Bio | Column | Articles


"Impressively Sequential"

Now Playing: "Ghost World" by Aimee Mann

This is it. The Ninety-Ninth Issue of Text-Heavy. Next week we're turning the issue odometer over to three digits. Some people say Text-Heavy isn't as funny now as it was back in, say, issue 43. Others say it was never funnier. Still more say it was never funny. And the rest say, "What the hell is Text-Heavy? And why do you keep emailing me? That's it, I'm calling the police." Whatever camp you fall into, I'd just like to thank you for supporting Internet comedy through two years, and counting. Here's to many more! And here's what happened:



-According to my friends in teacher's college, one of the first things you learn when becoming a teacher is that you have to be very careful what you give students to read. You're not allowed to give them books that glorify drugs, sex or alcohol, because there's a fear that if you expose children to adult subjects, they'll go out and try it. This makes perfect sense to me, because I remember when I was a kid my history teacher taught me all about World War II, and the next week I went out and invaded Poland.

-At some point in your university career, you will be asked to formally "declare a major." This isn't as exciting as it sounds. I thought I'd have to stand up on a stool in front of my professors and shout "I declare!" and then everyone would applaud and some attractive female professors would tear off their blazers, but apparently all you have to do is sign a form. Curse you college, you've crushed my perverted fantasies for the last time.
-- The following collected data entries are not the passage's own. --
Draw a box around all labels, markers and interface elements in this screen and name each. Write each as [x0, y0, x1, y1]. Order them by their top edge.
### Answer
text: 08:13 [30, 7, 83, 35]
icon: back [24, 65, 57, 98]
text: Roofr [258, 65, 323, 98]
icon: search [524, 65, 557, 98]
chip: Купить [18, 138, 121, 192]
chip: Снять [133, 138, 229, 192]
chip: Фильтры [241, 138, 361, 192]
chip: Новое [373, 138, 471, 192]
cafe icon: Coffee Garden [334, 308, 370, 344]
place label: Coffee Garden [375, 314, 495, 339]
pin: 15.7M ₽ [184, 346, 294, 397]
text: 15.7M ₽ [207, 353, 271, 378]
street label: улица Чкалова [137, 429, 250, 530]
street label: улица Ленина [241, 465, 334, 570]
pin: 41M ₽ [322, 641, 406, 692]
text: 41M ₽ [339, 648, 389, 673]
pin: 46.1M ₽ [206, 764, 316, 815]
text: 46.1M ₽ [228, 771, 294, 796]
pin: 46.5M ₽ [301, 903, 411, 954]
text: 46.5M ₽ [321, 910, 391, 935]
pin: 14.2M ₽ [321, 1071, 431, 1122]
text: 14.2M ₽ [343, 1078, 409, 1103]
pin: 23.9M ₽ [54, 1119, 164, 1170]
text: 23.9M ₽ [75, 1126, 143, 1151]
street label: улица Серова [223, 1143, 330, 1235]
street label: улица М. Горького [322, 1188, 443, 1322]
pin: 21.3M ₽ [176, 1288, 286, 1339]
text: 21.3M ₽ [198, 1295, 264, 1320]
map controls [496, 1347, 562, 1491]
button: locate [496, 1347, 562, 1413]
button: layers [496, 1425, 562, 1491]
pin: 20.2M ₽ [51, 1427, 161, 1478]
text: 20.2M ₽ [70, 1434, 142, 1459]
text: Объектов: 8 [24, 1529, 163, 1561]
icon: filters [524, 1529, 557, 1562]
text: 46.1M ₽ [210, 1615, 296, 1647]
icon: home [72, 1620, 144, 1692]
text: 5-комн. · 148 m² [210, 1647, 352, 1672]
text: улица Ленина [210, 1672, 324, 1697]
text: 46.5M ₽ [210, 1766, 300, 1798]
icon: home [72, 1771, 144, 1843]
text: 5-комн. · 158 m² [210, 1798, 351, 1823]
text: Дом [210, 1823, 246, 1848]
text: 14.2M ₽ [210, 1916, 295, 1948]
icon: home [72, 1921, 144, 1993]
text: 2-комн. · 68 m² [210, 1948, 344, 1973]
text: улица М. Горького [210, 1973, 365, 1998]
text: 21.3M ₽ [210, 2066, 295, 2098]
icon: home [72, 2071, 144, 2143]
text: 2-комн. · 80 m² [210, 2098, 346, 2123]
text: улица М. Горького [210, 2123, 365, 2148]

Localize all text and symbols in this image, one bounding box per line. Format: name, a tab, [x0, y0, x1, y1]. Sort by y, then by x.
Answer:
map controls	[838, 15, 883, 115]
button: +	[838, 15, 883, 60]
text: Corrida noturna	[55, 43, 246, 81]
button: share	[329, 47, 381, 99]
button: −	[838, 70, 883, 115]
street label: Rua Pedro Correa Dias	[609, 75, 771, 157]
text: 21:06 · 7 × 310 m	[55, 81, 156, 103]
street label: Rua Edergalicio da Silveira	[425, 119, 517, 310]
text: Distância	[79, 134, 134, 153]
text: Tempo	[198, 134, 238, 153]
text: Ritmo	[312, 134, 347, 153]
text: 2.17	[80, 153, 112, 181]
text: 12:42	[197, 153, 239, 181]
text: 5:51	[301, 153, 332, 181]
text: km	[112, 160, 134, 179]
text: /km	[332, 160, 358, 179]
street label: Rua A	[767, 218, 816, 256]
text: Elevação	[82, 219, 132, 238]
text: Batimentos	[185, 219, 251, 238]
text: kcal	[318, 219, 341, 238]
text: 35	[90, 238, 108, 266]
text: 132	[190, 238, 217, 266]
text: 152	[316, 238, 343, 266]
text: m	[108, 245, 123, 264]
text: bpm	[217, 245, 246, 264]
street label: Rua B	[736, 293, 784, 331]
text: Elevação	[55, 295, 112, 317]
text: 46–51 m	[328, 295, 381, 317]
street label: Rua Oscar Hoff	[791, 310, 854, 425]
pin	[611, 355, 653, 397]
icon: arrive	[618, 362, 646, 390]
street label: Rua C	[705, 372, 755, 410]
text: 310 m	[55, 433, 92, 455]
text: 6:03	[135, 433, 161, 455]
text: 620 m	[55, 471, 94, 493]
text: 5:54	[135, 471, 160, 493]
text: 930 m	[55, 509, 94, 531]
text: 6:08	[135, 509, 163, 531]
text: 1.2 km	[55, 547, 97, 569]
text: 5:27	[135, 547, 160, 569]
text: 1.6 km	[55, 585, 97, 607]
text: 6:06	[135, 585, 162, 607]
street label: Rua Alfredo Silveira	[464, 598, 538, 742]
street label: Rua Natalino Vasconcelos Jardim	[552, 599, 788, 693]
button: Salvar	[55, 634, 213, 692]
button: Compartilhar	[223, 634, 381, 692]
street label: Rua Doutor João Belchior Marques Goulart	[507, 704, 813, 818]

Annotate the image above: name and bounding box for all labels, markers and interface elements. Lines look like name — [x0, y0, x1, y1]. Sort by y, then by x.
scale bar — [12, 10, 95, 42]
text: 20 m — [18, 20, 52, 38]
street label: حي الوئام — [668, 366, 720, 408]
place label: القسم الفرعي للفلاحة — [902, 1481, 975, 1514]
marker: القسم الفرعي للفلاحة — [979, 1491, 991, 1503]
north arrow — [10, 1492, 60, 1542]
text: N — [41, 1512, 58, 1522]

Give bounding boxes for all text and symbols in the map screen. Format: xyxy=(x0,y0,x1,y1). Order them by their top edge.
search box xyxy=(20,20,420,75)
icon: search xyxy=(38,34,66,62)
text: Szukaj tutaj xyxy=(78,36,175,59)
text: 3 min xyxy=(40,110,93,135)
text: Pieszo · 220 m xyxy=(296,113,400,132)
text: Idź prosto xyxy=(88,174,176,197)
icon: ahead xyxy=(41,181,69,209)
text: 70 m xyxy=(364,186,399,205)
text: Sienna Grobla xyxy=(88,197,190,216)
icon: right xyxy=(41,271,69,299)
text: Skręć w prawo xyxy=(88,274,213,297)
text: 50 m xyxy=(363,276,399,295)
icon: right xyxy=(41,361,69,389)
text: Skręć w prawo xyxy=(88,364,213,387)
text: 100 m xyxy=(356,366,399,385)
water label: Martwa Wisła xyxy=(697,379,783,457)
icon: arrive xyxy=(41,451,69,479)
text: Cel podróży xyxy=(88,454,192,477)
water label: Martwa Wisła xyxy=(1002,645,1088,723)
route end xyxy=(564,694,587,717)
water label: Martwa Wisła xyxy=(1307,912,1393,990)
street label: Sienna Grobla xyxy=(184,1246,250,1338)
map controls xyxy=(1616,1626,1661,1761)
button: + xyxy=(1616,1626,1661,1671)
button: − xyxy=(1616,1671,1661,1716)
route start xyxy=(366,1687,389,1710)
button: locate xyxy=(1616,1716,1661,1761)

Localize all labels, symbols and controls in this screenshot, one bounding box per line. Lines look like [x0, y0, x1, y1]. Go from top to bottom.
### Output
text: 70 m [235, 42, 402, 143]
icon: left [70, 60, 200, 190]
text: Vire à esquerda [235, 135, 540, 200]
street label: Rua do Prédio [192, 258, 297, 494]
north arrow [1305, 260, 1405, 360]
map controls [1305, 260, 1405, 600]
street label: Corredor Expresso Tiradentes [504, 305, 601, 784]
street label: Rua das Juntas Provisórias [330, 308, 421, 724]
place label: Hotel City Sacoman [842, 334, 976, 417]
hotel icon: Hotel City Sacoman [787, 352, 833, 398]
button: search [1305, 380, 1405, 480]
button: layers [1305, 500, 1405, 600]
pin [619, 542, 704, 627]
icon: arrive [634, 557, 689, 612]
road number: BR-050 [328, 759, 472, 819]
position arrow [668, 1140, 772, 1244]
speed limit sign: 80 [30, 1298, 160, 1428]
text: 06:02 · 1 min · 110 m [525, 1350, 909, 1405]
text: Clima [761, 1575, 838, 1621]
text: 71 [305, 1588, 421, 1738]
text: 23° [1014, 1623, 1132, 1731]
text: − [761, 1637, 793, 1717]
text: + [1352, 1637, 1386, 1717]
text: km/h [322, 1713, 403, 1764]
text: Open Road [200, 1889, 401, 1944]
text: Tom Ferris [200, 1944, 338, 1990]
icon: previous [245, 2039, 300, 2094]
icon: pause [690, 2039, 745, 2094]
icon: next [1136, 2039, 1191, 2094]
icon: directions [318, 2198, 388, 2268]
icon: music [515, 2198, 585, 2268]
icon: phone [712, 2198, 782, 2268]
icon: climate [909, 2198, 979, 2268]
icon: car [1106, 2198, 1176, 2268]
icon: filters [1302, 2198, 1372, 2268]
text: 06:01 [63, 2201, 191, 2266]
-Everybody knows the one guy who's always signing up for classes too late. While everyone else registers for classes sometime in the summer using the university's handy and efficient class registration system, there's always the one guy who waits until classes actually start in order to sign up for them, and then he's always shocked when he gets waitlisted. "Golly gee willickers, all the classes I need are full," this student will say in the internal monologue that goes on in my mind. And he gets really defensive when you ask him why he waited so long to register. "I just did, okay? It's not a big deal. Leave me alone." It's always people like this who suffer some tragic, yet comical fate, like falling into a well.

-A lot of people think they can tell how good a class is by how many people are waitlisted for it on the first day of class. They figure if that many people wanted to get in but couldn't, it must be good. This is not true. Your best bet is to wait until the second week of class, and then see how many people have dropped it.

-One of the saddest things in the world is watching someone who's waitlisted for a class you're in attempt to actually get in the class. They'll bring the professor candy, they'll attend classes and sit on the floor if they have to, they'll write an extra term paper, anything to get into the class. It's like watching an abandoned puppy sit outside its former owner's door in the rain for hours on end. It almost makes me want to drop the class just so that person could get in. But then I remember how much I secretly enjoy watching others suffer. Seriously, I could probably sell tickets to this.



-Quote of the Moment: I love to hear people complain about their class schedules. "On Thursdays I have six hours of classes with absolutely no break. This sucks. How could this happen?" The only answer I can possibly give is "Dude, you made your schedule. You know exactly how this happened. Watch out for that well."

-It's getting to that point in the year when the people who live far enough away from school so as to move out of their parents' houses, but close enough to the school to go visit whenever they want, go home for the weekend (I'll give you all a minute to catch up to my highly advanced grammar). They claim they're homesick, but we all know that's just an excuse so they don't have to admit they still haven't learned how to do laundry.

-We're also at that point where it's no longer considered socially acceptable to ask someone how their summer was. Even if it's the first time you've seen the person since school started, you still feel like it's the wrong question to ask. It's too bad, really, because that's one of the few questions people can ask me to which I have a prepared response ("Good"). It's all right, though. By next week it'll be okay to start asking people what their plans are for Thanksgiving ("Good").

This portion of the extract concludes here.